Luke

Luke nº 108 - Julio-Agosto 2009
ISSN: 1578-8644
Sergio Sánchez-Pando

Zarzalejo Blues. Sandor Mârai: diarios 1984-1989

Pena, angustia y dolor es lo que transpiran las páginas de Diarios 1984-1989, los que corresponden a los últimos años de vida del escritor húngaro Sandor Màrai.

Anotaciones esporádicas, austeras, de un hombre cansado pero lúcido, que se sabe un despojo de otro tiempo y lugar, lejano, ya extinguido, o casi, porque aún sobrevive, a duras penas, en su conciencia, aunque condenado a desaparecer muy pronto y para siempre. Y es que la vejez parece conformarse en torno a un puñado de certezas.

Vestigio de la elegante Budapest de entreguerras, a la que tanto gustaba mirarse en el espejo de París y de Berlín, cuando no en el propio reflejo que le devolvían las aguas del Danubio; fiel representante de un orden burgués, tan riguroso en las formas como precario en sus fundamentos, ya entonces amenazado –más que ilustrativo resulta el anacronismo de un país gobernado por un almirante pese a haber perdido su salida al mar–, ese mismo que recrea una y otra vez en sus novelas teñidas de desengaño y que vería consumirse con estrépito como hojarasca seca en la hoguera del infierno europeo; resulta chocante imaginar a Màrai, agradecido pero desubicado al modo de tantos exiliados, viviendo sus últimos días en un funcional barrio residencial a orillas del Pacífico.

Allí vela por la precaria salud de su mujer, con la que había compartido toda una vida, y de cuyo fallecimiento ya no se repondría; allí afronta la muerte repentina de su único hijo; hasta allí llegan también como un eco distorsionado las noticias de la desaparición de sus propios hermanos, de escritores coetáneos; y allí se sacude también la perplejidad ante el cariz que ha tomado su existencia, resiste la tentación de creerse un espectro, aferrado con fiereza a los escasos resquicios que le deja la soledad: la relectura de viejos escritores húngaros, ya olvidados, que le devuelven por unos instantes la identidad a través de la lengua, los devaneos y la incertidumbre respecto a su capacidad para escribir una última novela y evitar llevársela consigo tras años y años rondándole la cabeza, pero ante todo los preparativos, la reafirmación en su propósito de disponer de su propia vida ante el riesgo de perder la voluntad sobre ella.
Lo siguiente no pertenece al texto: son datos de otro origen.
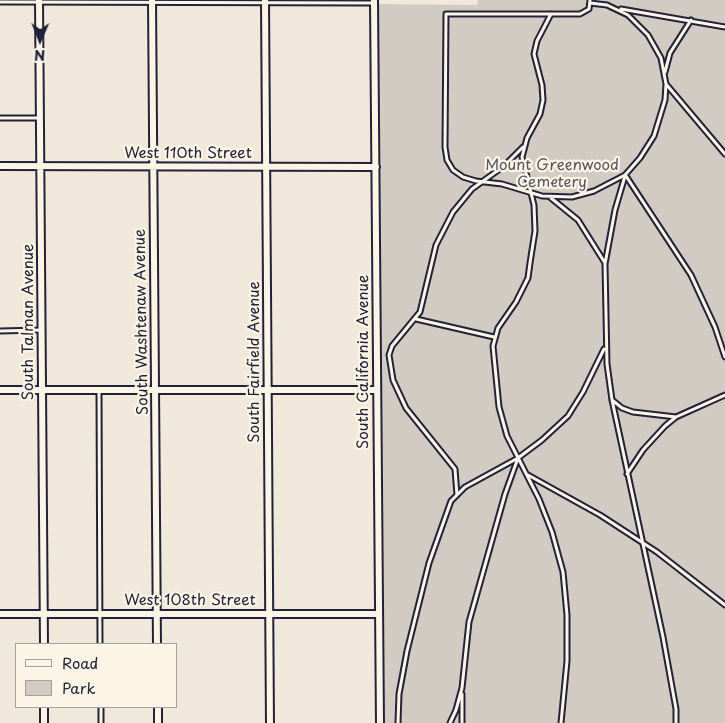 <!DOCTYPE html>
<html>
<head>
<meta charset="utf-8">
<style>
  body { margin:0 }
  #map { position:relative; width:725px; height:723px; overflow:hidden; background:#efe8db; font-family:"Playpen Sans",sans-serif }
  canvas { display:block }
  .legend { position:absolute; left:15px; top:643px; width:162px; height:65px; box-sizing:border-box; background:#fcf5e5; border:1px solid #a5a1a1; margin:0; padding:6px 9px; list-style:none; font-size:15px; color:#22223b }
  .legend li { display:flex; align-items:center; gap:10px; height:25px }
  .legend b { width:25px; border:1px solid #a5a1a1 }
  .north { position:absolute; left:15px; top:15px; width:50px; height:50px; -webkit-text-stroke:4px #fcf5e5; paint-order:stroke; rotate:181deg; font-size:14px; font-weight:700; line-height:20px; text-align:center; color:#22223b }
  .north::after { content:''; display:block; margin:auto; width:18px; height:22px; background:#22223b; clip-path:polygon(50% 0,100% 100%,50% 72%,0 100%) }
</style>
</head>
<body>
<div id="map">
<canvas width="725" height="723"></canvas>
<ul class="legend">
<li><b style="height:6px;background:#fcf5e5"></b>Road</li>
<li><b style="height:14px;background:#d1cbc3"></b>Park</li>
</ul>
<div class="north">N</div>
</div>
<script>
const ctx = document.querySelector('canvas').getContext('2d');
ctx.lineJoin = 'round';
function paint(path, color) { ctx.fillStyle = color; ctx.fill(path, 'evenodd'); }
const poly = rows => new Path2D(rows.map(r => 'M' + r).join(''));
function strokePath(path, color, width, dash) { ctx.strokeStyle = color; ctx.lineWidth = width; ctx.lineCap = dash ? 'butt' : 'round'; ctx.setLineDash(dash || []); ctx.stroke(path); }
function write(font, color, halo, rows, align = 'center') {
  ctx.font = font + ' "Playpen Sans",sans-serif'; ctx.lineWidth = 4.5; ctx.setLineDash([]); ctx.textBaseline = 'middle'; ctx.strokeStyle = halo; ctx.fillStyle = color; for (const [text, x, y, turn = 0] of rows) {
    ctx.save(); ctx.translate(x, y); ctx.rotate((+turn || 0) * Math.PI / 180); ctx.textAlign = isNaN(turn) ? turn : align; if (halo) ctx.strokeText(text, 0, 0); ctx.fillText(text, 0, 0); ctx.restore();
  }
}
const green = poly([
  [478,0,725,0,725,723,384,723,377,4,477,5]
]);
const service = poly([
  [590,0,589,9,580,14,446,14,445,147,447,160,453,170,463,177,476,181,502,184,542,196,572,197,594,191,625,175,640,158,654,136,665,100,666,84,661,58,648,35,628,15,607,5,590,3],
  [0,2,374,3],
  [621,9,725,27],
  [551,14,537,41,534,54,542,85,543,100,540,114,527,138,522,157,534,205,535,231,530,263,528,278,516,302,498,328,493,346,499,407,507,436,539,499,552,532,563,572,567,615,567,661,561,723],
  [665,72,670,53,691,20],
  [666,84,725,154],
  [0,118,39,118],
  [625,176,615,210,605,264,607,364,612,400,663,637,676,709,676,723],
  [626,176,691,275,715,327,725,357],
  [551,198,578,220,605,263],
  [416,319,494,337],
  [0,331,42,330],
  [99,390,100,644],
  [612,400,622,408,633,412,676,417],
  [627,474,643,450,665,426,676,417,725,395],
  [528,475,600,515,657,552,725,605],
  [457,495,455,469,406,408,393,380,389,355,392,346,420,312,436,245,453,212,472,189,504,166,523,147],
  [101,707,101,723],
  [398,723,399,694,407,651,429,563,451,501,465,487,518,458],
  [450,723,456,710,462,688,469,622,505,494,518,458,542,440,568,416,583,392,604,349],
  [462,723,462,694]
]);
const minor = poly([
  [39,0,44,644],
  [152,0,157,644],
  [265,0,270,723],
  [374,0,380,723],
  [0,166,376,167],
  [0,390,377,390],
  [0,614,379,614],
  [44,707,44,723],
  [158,707,158,723]
]);
const streetNames = [
  ["West 110th Street",188,154],
  ["South Talman Avenue",29,322,-90],
  ["South Washtenaw Avenue",142,322,-91],
  ["South Fairfield Avenue",255,362,-90],
  ["South California Avenue",364,362,-90],
  ["West 108th Street",190,601]
];
const parkNames = [
  ["Mount Greenwood",552,166],
  ["Cemetery",552,183]
];
paint(green, '#d1cbc3');
strokePath(service, '#22223b', 7);
strokePath(minor, '#22223b', 10);
strokePath(service, '#fcf5e5', 3);
strokePath(minor, '#fcf5e5', 6);
write('15px', '#22223b', '#fcf5e5', streetNames);
write('15px', '#575564', '#fcf5e5', parkNames);
</script>
</body>
</html>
Con semejantes mimbres no hay duda de que nos hallamos ante una lectura exigente, minoritaria, que se enriquecerá si el lector se halla familiarizado con la obra de Màrai, sean sus novelas, sus diarios de juventud (Confesiones de un burgués) o de madurez (¡Tierra, Tierra!); conforme se avanza y se adivina el final uno se ve obligado a tragar saliva, a coger aire, a fin de reanudarla. Pero pese al dolor, a la melancolía, o puede que gracias a ellos, nunca surge la tentación de abandonarla porque lo que en ella se narra es veraz y es tanta la dignidad que emana del personaje que resulta imposible, por halagador, no sentirse identificado con él pese a las penosas circunstancias que atraviesa.
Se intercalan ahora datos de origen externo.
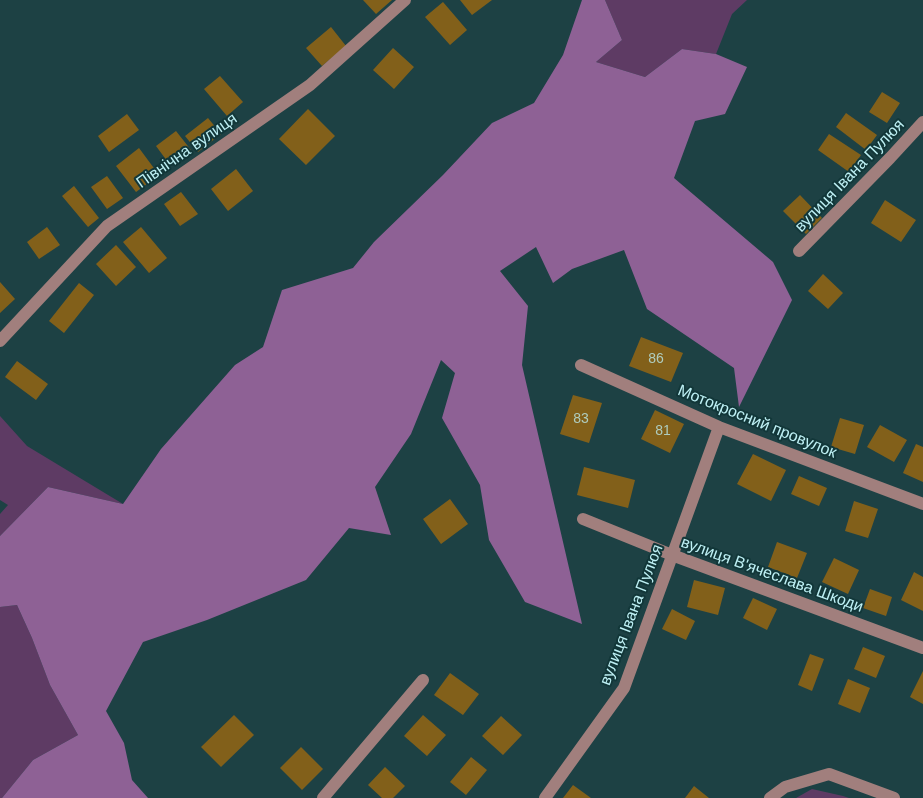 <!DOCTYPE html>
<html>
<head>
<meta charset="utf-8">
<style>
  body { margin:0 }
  canvas { display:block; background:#1d4144 }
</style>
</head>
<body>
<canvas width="923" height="798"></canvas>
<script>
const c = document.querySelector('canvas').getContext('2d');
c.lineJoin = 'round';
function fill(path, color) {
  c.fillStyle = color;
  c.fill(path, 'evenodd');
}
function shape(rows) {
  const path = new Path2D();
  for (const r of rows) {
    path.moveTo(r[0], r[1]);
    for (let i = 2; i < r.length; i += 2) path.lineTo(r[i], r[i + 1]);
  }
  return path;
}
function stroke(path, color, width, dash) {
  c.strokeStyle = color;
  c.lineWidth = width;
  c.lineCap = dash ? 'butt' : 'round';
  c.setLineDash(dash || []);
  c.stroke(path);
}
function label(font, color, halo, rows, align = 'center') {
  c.font = font + ' Arial,sans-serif';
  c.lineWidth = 4;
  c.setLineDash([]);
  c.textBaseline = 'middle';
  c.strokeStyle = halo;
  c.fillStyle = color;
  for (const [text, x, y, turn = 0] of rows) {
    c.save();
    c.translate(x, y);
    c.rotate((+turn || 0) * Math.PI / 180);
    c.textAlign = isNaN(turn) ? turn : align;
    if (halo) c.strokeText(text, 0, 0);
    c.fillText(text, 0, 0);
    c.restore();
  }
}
fill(shape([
  [605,0,747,0,732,14,716,54,682,49,645,77,596,62,622,40],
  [0,416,27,446,123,504,48,487,0,536,0,514,8,505,0,500],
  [17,605,32,638,50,685,78,735,33,760,2,798,0,798,0,607],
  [812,789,843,796,849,798,796,798]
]), '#5e3b64');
fill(shape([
  [582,0,605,0,622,40,596,62,645,77,682,49,716,54,747,67,725,114,695,121,674,178,773,262,792,300,739,407,734,368,647,309,624,250,572,269,553,283,536,247,500,271,528,306,522,365,582,624,525,602,489,540,480,485,442,418,455,373,441,360,411,434,375,487,391,535,349,528,306,580,207,620,143,642,106,711,124,743,132,780,148,798,2,798,33,760,78,735,50,685,32,638,17,605,0,607,0,536,48,487,123,504,161,449,235,365,263,347,282,290,353,268,374,242,443,175,492,123,534,103,563,55]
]), '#8e6195');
fill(shape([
  [363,0,392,0,376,14],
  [460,0,492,0,472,15],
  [443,2,467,30,450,45,425,17],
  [331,27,346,46,322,66,306,48],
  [393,48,414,67,394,89,373,70],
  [220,76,243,102,227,116,204,89],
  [882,92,900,103,887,123,869,112],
  [308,109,335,136,306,165,279,139],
  [846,113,877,135,866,150,836,127],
  [127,114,139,130,109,152,98,136],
  [208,118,221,134,198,152,185,136],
  [176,131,191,150,170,165,156,146],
  [829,134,861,155,849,172,818,150],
  [139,148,159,175,136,192,116,166],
  [236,169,253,191,228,211,211,189],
  [107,176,123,198,107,209,91,187],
  [74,186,99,218,88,227,62,196],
  [181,192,198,214,180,226,164,204],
  [800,195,822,218,806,234,783,211],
  [885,200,916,220,901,242,871,223],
  [47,227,60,245,39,259,27,242],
  [141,227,167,258,149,273,123,242],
  [116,245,136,267,116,286,96,264],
  [823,274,843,293,828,309,808,291],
  [0,282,15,299,0,313],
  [79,283,94,295,64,333,49,321],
  [641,337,683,353,671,382,629,366],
  [17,361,48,384,36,400,5,377],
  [573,395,602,403,589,443,560,434],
  [655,410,684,424,670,453,641,439],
  [840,418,864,425,855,454,831,447],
  [880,425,907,440,894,462,867,447],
  [916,444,923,447,923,482,903,473],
  [753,454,786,470,771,501,737,484],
  [584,467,635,480,628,508,577,495],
  [799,476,827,488,819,506,791,494],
  [450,499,468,524,441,544,423,519],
  [854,501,878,509,868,538,845,531],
  [777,542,807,553,797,578,768,567],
  [834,558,859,570,848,594,822,582],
  [914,572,923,577,923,611,901,600],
  [694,580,725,588,718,615,687,607],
  [870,589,892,597,886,616,863,608],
  [753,598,777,609,767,630,743,618],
  [672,609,695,621,686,640,662,629],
  [863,647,885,656,876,678,854,669],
  [810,654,824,659,812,691,798,685],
  [923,671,923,704,910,697],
  [450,673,479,694,463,715,434,695],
  [848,679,870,688,860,713,838,704],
  [234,715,254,735,221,767,201,747],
  [423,715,446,735,427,756,404,736],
  [501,716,522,735,503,755,482,736],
  [301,747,323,769,302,790,280,768],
  [471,757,487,770,466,795,450,782],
  [385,767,405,786,393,798,382,798,368,785],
  [573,785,591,798,563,798],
  [694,786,709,798,685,798]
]), '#82601a');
stroke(shape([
  [799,251,890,158,923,122],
  [0,341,107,226,310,85,405,0],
  [581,365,719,427,923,504],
  [583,519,672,555,923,648],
  [323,798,423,680],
  [545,798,624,688,719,427],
  [770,798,785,787,829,774,894,798]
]), '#a17f7d', 12);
label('14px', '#afccbe', null, [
  ["86",656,359],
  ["83",581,419],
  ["81",663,431]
]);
label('16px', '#bef0f4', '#123739', [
  ["Північна вулиця",187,151,-35],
  ["вулиця Івана Пулюя",850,176,-46],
  ["Мотокросний провулок",757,422,22],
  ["вулиця В'ячеслава Шкоди",772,575,20],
  ["вулиця Івана Пулюя",632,615,-69]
]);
</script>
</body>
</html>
Pero duele, claro que duele, no ya escrutar la cruda decadencia de una persona decente, que también, sino confrontar la injusticia y la rabia. Por saber que escasos meses después de su suicidio, del que se cumplen ahora veinte años, la querida Hungría de Márai recobraría al fin las riendas de su propio destino –una circunstancia entrevista, a posteriori, en los acercamientos hacia él, siempre desdeñados, por parte de un régimen comunista que, al igual que el escritor, se intuía moribundo– y porque pocos años más tarde sus novelas llegarían, por méritos propios, a un público amplio. Una y otra circunstancia habrían contribuido a aliviar tanta soledad aunque, impensable poco tiempo atrás, quede el consuelo de que su mundo no se extinguirá tan fácilmente como él mismo había imaginado.